Green with envy, feeling blue, being in the pink…. just ways of depicting an emotional state. Well, apparently there is more to these sayings than one would think.
Researchers at the Aalto university investigated how emotions are connected to specific body sensations and have involved a sample of 700 volunteers to describe what they felt, at body level, as result of an emotion.
The researchers induced an emotion and then presented the person with an image on a computer screen of a body and asked him/her to draw in warm colours the parts of the body that were felt as involved in a positive way, and in a cold color (bluish) those that felt involved in a negative way.
Interestingly, it turns out that different people feel the same kind of body sensations when experiencing a specific emotion.

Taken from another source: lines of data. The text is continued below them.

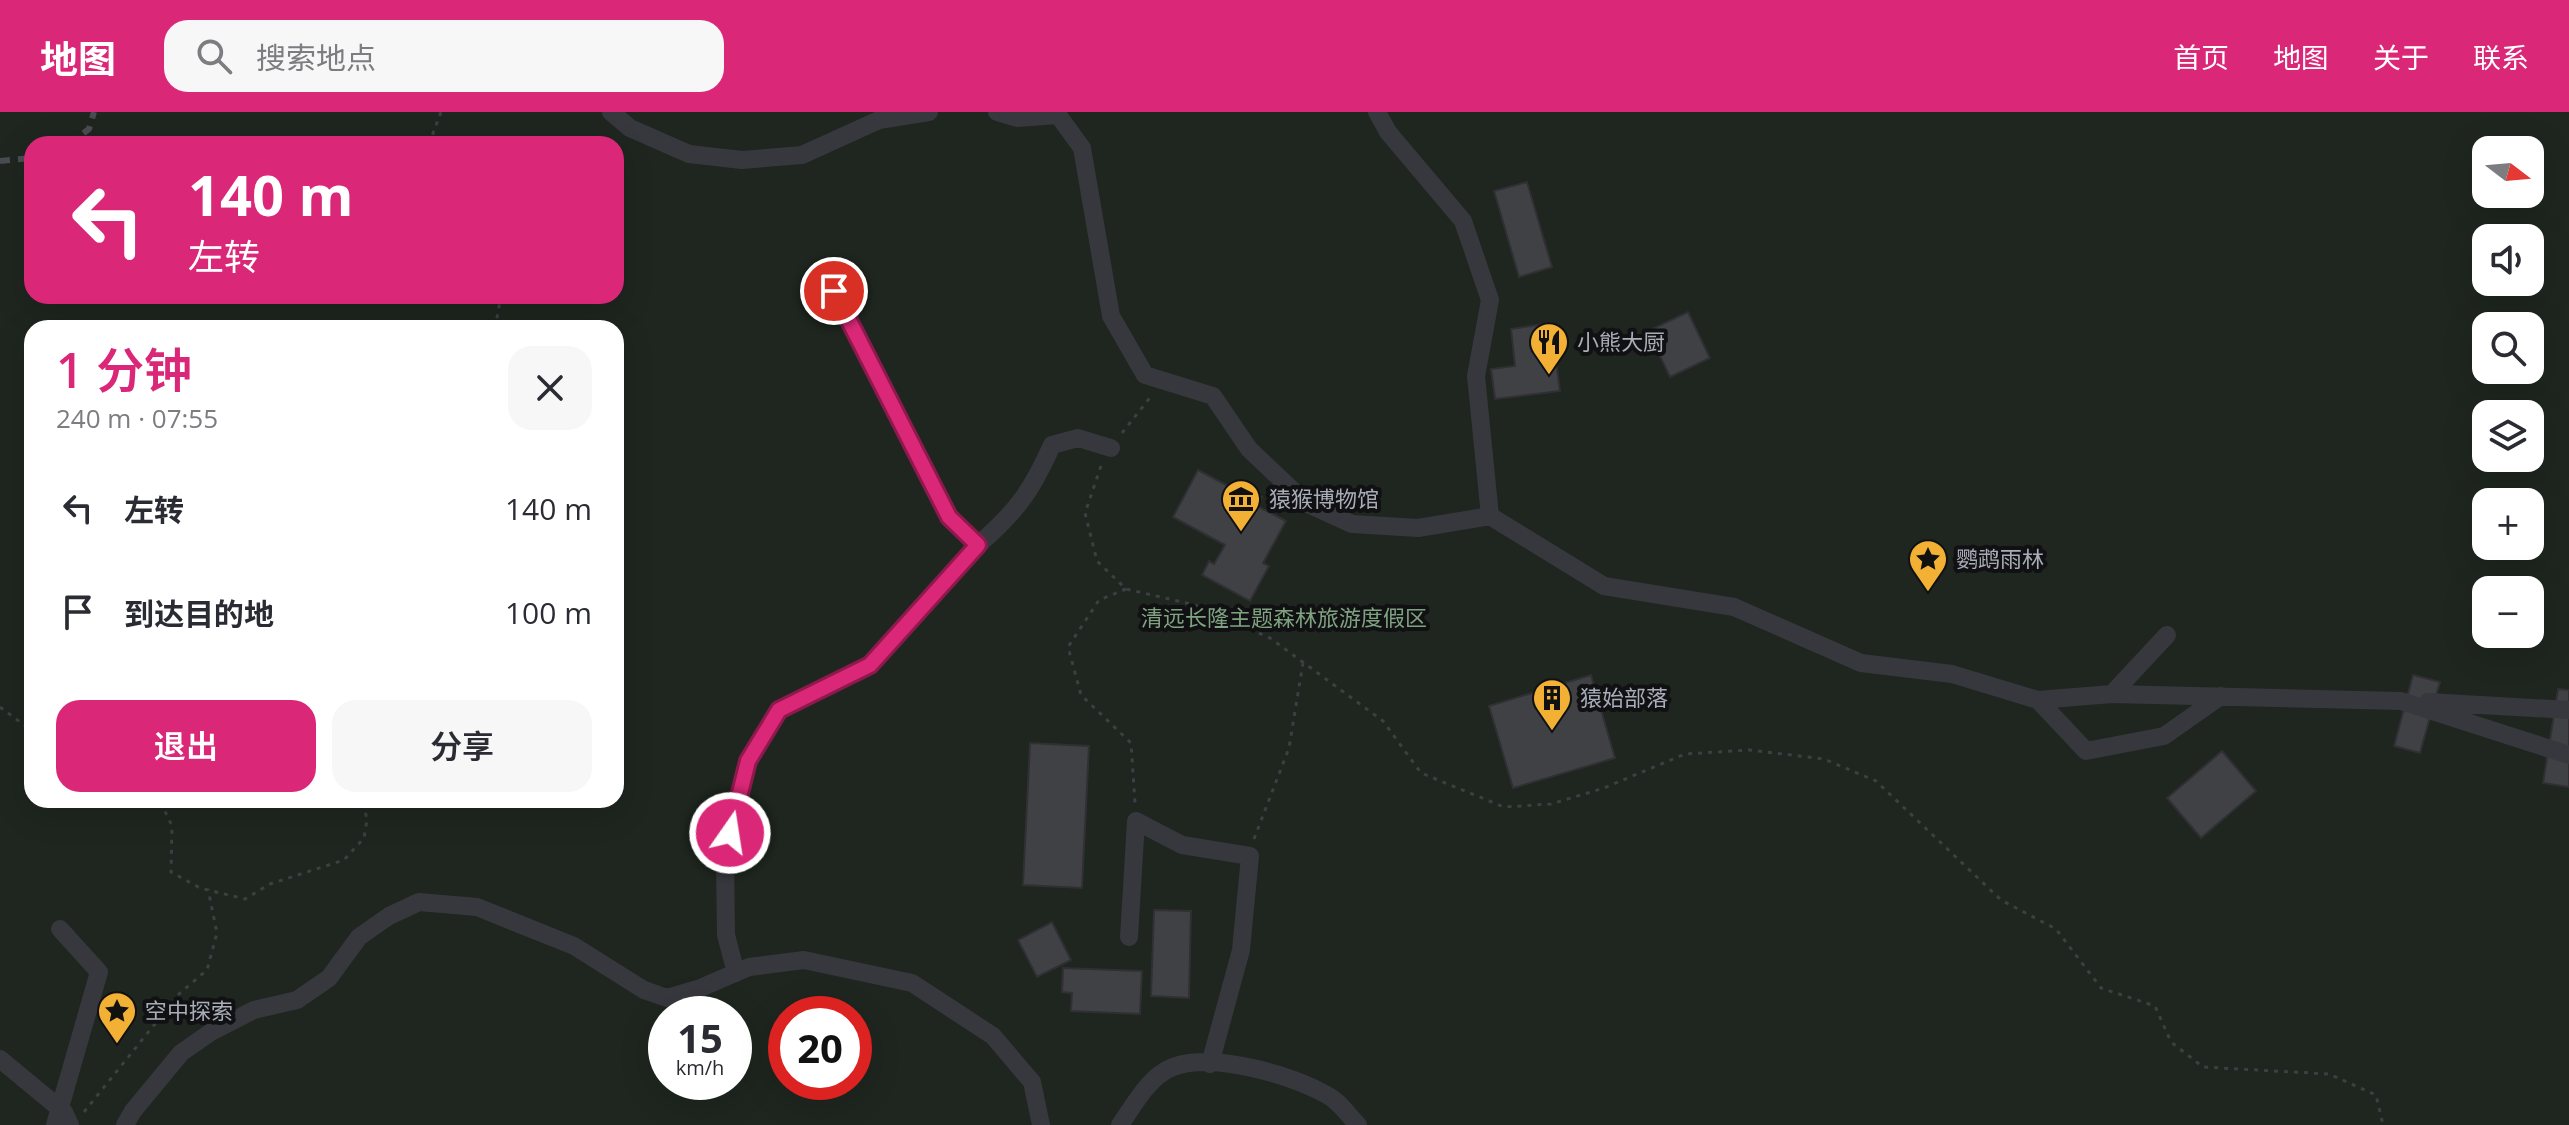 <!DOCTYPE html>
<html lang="zh">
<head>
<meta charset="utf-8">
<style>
  :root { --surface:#fff; --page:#f7f7f7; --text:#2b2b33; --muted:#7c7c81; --accent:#db2777 }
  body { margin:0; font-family:"Open Sans","Noto Sans SC",sans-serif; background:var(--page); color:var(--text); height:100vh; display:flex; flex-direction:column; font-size:30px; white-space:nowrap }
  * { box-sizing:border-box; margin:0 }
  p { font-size:26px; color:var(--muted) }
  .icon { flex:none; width:44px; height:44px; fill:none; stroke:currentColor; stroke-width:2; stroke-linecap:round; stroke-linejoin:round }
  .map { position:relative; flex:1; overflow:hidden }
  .sheet { position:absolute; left:24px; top:208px; width:600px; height:488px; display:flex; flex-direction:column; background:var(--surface); border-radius:24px; box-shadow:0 8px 32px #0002 }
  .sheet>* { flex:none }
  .banner { position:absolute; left:24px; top:24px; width:600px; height:168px; border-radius:24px; box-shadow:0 8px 32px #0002; background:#db2777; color:#fff; overflow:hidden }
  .needle { width:52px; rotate:106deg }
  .fabs { position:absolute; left:2472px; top:24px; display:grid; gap:16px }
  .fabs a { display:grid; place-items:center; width:72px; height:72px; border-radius:16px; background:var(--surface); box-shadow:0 8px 32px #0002; font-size:40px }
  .speed { position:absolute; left:648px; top:884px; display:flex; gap:16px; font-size:40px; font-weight:700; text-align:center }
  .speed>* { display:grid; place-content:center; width:104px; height:104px; border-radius:50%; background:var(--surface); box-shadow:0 8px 32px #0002; line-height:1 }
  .speed small { font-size:20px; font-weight:400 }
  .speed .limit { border:12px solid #d22; background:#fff; color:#111 }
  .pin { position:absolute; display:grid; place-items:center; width:68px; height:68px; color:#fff; margin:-34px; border:4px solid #fff; border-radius:50%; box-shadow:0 2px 8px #0007 }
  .me { position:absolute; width:88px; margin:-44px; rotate:13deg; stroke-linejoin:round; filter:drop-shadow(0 0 6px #0008) }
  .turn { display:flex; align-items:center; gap:28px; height:168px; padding:0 32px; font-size:36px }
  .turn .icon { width:104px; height:104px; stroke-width:2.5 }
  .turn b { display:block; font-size:56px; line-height:68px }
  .round { display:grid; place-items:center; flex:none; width:84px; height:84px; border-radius:24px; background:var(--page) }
  .summary { display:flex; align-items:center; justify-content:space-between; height:136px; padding:0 32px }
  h1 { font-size:48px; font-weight:600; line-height:60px; color:var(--accent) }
  .cta { display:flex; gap:16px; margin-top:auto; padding:16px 32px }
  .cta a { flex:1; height:92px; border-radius:24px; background:var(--accent); color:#fff; font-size:32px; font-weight:600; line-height:92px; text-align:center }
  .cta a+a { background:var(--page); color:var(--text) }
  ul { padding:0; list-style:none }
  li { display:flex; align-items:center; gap:24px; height:104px; padding:0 32px }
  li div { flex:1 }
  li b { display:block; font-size:30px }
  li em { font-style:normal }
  header { display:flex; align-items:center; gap:48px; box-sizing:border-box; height:112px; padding:0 40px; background:var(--accent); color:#fff }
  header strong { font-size:38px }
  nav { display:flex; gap:44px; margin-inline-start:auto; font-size:28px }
  .search { width:560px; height:72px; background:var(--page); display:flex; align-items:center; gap:20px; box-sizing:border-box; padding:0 28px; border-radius:24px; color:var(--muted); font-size:30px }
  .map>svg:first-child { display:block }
  .green { fill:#1e261f; fill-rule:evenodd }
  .building { fill:#404145; stroke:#303034; stroke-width:2 }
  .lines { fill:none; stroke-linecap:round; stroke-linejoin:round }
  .path { stroke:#3d3f44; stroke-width:3; stroke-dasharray:4 6; stroke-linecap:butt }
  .minor { stroke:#37383d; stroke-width:18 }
  .rail { stroke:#4a4c52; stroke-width:6; stroke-dasharray:10 8; stroke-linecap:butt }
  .route-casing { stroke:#8e194d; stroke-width:20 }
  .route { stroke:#db2777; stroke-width:14 }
  .labels { text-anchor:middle; stroke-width:8; stroke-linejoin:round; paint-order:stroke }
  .poi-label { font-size:22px; fill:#a8adb8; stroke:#111113; text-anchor:start }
  .park-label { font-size:22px; fill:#7fa381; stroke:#111113 }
</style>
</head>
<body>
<header>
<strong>地图</strong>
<div class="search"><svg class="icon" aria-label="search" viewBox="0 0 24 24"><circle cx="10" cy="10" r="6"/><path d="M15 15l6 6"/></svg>搜索地点</div>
<nav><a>首页</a><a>地图</a><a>关于</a><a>联系</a></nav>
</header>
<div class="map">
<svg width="2569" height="1013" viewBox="0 0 2569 1013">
  <rect width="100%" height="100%" fill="#161618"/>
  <path class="green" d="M0 0H2569V1013H0ZM32 32H616V184H32ZM2486 38H2530V82H2486ZM2486 126H2530V170H2486ZM2486 214H2530V258H2486ZM32 216H616V688H32ZM2486 302H2530V346H2486ZM2486 390H2530V434H2486ZM2486 478H2530V522H2486ZM666 902H734V970H666ZM786 902H854V970H786Z"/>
  <path class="building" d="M1527 70 1552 155 1519 165 1494 79Z
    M1688 200 1710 246 1670 265 1648 219Z
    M1551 211 1560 279 1495 287 1491 257 1515 254 1511 217Z
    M1198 358 1245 383 1247 378 1262 385 1257 394 1286 409 1263 451 1269 454 1250 489 1202 463 1209 449 1214 452 1225 433 1173 405Z
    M1591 563 1615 646 1513 676 1489 594Z
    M2413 563 2440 570 2420 641 2394 634Z
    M2558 577 2569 578V675L2543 671Z
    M1030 631 1089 634 1082 776 1023 773Z
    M2222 639 2256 679 2201 726 2167 686Z
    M1154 798 1191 799 1189 886 1151 884Z
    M1052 810 1071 848 1037 865 1018 828Z
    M1063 856 1142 859 1140 902 1071 899 1072 881 1062 880Z"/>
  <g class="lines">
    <path class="path" d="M429 32 441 0
      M495 216 501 184
      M1122 321 1152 283
      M1101 354 1085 401 1097 449 1126 477 1195 493 1270 526 1383 609 1421 661 1504 695 1551 692 1604 676 1685 642 1750 638 1824 647 1876 669 2001 788 2056 817 2101 876 2155 894 2171 930 2203 955 2329 962 2376 983 2383 1013
      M1126 477 1099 488 1068 535 1081 583 1131 631 1135 691
      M0 595 32 619
      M150 688 162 693 172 714 171 760 200 776 245 787 270 772 344 748 364 726 367 708 363 688
      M1254 727 1289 636 1303 551
      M84 1000 179 882 207 858 217 821 208 777"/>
    <path class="minor" d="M611 0 630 16 689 42 742 48 802 43 879 8 929 0
      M997 0 1017 6 1058 3 1082 36 1111 204 1145 263 1213 284 1249 337 1306 391 1352 412 1418 416 1490 404
      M1377 0 1388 20 1463 109 1490 188 1476 264 1490 404 1604 474 1734 495 1861 551 1952 562 2038 588 2112 582 2401 589 2569 643
      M978 433C1017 399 1031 380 1052 333L1078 326 1111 336
      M2112 582 2167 523
      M2038 588 2086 639 2164 624 2221 584
      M2428 590 2569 598
      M1129 825 1136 709 1182 733 1250 744 1241 838 1210 952
      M736 861 726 823 725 745 748 649 779 598 870 553 978 433 949 405 834 179
      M0 947 64 1000 70 1013
      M55 1013 99 860 60 817
      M125 1013 133 999 181 941 211 920 254 898 297 888 329 866 359 825 389 804 419 790 477 795 574 834 644 878 667 886 698 877 749 855 804 848 912 871 993 924 1032 970 1041 1013
      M1120 1013C1134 993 1149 964 1173 955 1214 940 1291 963 1327 983 1339 989 1348 1003 1358 1013"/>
    <path class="rail" d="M69 32 89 17 94 0
      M0 49 32 46"/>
  </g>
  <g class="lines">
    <g class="route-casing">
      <path id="route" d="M730 721 748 649 779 598 870 553 978 433 949 405 834 179"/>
    </g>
    <use href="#route" class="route"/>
  </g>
  <defs>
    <g id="restaurant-pin" transform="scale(2)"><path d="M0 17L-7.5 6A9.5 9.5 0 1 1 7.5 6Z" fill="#f2b134" stroke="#111113"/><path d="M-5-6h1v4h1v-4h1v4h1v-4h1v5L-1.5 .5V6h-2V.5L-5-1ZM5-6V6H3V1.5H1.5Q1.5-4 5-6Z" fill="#111"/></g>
    <g id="museum-pin" transform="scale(2)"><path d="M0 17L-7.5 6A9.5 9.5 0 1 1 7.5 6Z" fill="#f2b134" stroke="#111113"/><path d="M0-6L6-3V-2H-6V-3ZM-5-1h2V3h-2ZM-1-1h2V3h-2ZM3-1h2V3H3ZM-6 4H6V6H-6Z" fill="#111"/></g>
    <g id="sight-pin" transform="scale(2)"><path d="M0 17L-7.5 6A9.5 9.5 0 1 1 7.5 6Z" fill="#f2b134" stroke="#111113"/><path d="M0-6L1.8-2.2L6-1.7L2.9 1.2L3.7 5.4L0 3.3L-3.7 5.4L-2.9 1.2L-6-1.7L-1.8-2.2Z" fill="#111"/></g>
    <g id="building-pin" transform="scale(2)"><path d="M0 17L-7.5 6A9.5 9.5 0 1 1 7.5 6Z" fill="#f2b134" stroke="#111113"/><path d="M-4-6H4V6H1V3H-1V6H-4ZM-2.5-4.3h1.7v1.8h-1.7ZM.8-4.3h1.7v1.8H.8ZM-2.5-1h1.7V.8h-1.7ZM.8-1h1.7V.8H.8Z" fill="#111"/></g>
  </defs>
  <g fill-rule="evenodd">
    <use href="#restaurant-pin" x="1549" y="230"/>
    <use href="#museum-pin" x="1241" y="387"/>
    <use href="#sight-pin" x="1928" y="447"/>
    <use href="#building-pin" x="1552" y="586"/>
    <use href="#sight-pin" x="117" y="899"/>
  </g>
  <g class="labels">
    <g class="poi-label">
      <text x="1577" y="238">小熊大厨</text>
      <text x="1269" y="395">猿猴博物馆</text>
      <text x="1956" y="455">鹦鹉雨林</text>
      <text x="1580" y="594">猿始部落</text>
      <text x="145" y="907">空中探索</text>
    </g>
    <g class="park-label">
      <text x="1284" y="514">清远长隆主题森林旅游度假区</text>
    </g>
  </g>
</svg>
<div class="fabs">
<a><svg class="needle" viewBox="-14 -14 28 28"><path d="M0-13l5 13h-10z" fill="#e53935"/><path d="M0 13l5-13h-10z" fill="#7c7c81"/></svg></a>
<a><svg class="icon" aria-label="sound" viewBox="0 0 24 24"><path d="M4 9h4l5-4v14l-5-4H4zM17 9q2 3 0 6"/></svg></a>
<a><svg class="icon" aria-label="search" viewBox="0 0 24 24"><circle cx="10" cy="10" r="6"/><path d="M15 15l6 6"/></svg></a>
<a><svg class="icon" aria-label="layers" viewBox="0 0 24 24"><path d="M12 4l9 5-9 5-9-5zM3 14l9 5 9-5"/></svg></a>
<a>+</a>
<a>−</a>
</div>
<div class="speed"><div>15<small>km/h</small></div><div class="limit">20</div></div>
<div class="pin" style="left:834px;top:179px;background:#d93025"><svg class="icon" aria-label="arrive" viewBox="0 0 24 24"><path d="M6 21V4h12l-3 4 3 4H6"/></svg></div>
<svg class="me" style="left:730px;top:721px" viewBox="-20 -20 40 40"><circle r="17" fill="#db2777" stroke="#fff" stroke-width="3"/><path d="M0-11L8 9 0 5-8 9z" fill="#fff"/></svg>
<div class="banner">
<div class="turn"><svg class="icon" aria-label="left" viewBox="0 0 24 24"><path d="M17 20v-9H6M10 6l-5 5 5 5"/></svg><div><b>140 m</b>左转</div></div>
</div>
<section class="sheet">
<div class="summary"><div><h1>1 分钟</h1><p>240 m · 07:55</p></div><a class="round"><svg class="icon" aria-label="close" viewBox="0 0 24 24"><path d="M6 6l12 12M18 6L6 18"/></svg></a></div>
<ul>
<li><svg class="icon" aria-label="left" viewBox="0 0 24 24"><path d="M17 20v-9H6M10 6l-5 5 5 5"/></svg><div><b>左转</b></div><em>140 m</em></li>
<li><svg class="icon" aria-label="arrive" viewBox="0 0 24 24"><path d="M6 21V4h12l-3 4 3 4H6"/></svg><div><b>到达目的地</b></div><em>100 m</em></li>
</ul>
<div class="cta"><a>退出</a><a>分享</a></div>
</section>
</div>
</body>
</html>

This uniformity applies also to different culture and races, and in a way it is quite surprising. Different races, and cultures, manifest emotions in different ways, Italians are well known to manifest emotions transparently whilst Japanese, on the opposite, tend to mask feelings. Well these different ways of showing off emotions are not corresponding to the ways each of us experience emotions at the body level. Here we are all alike!
In perspective, with sensors picking up body changes (temperature, heart beat, breathing, perspiration…) it will become easier and easier to "tell" what one person is "feeling". This can be seen as a further step towards the loss of privacy, but scientists are already experimenting with people to use these hints for learning how to control emotions and achieve more balance responses under stress.
At the EIT ICT Labs we are doing a little bit of investigation in this area, and Aalto is one of our Partners.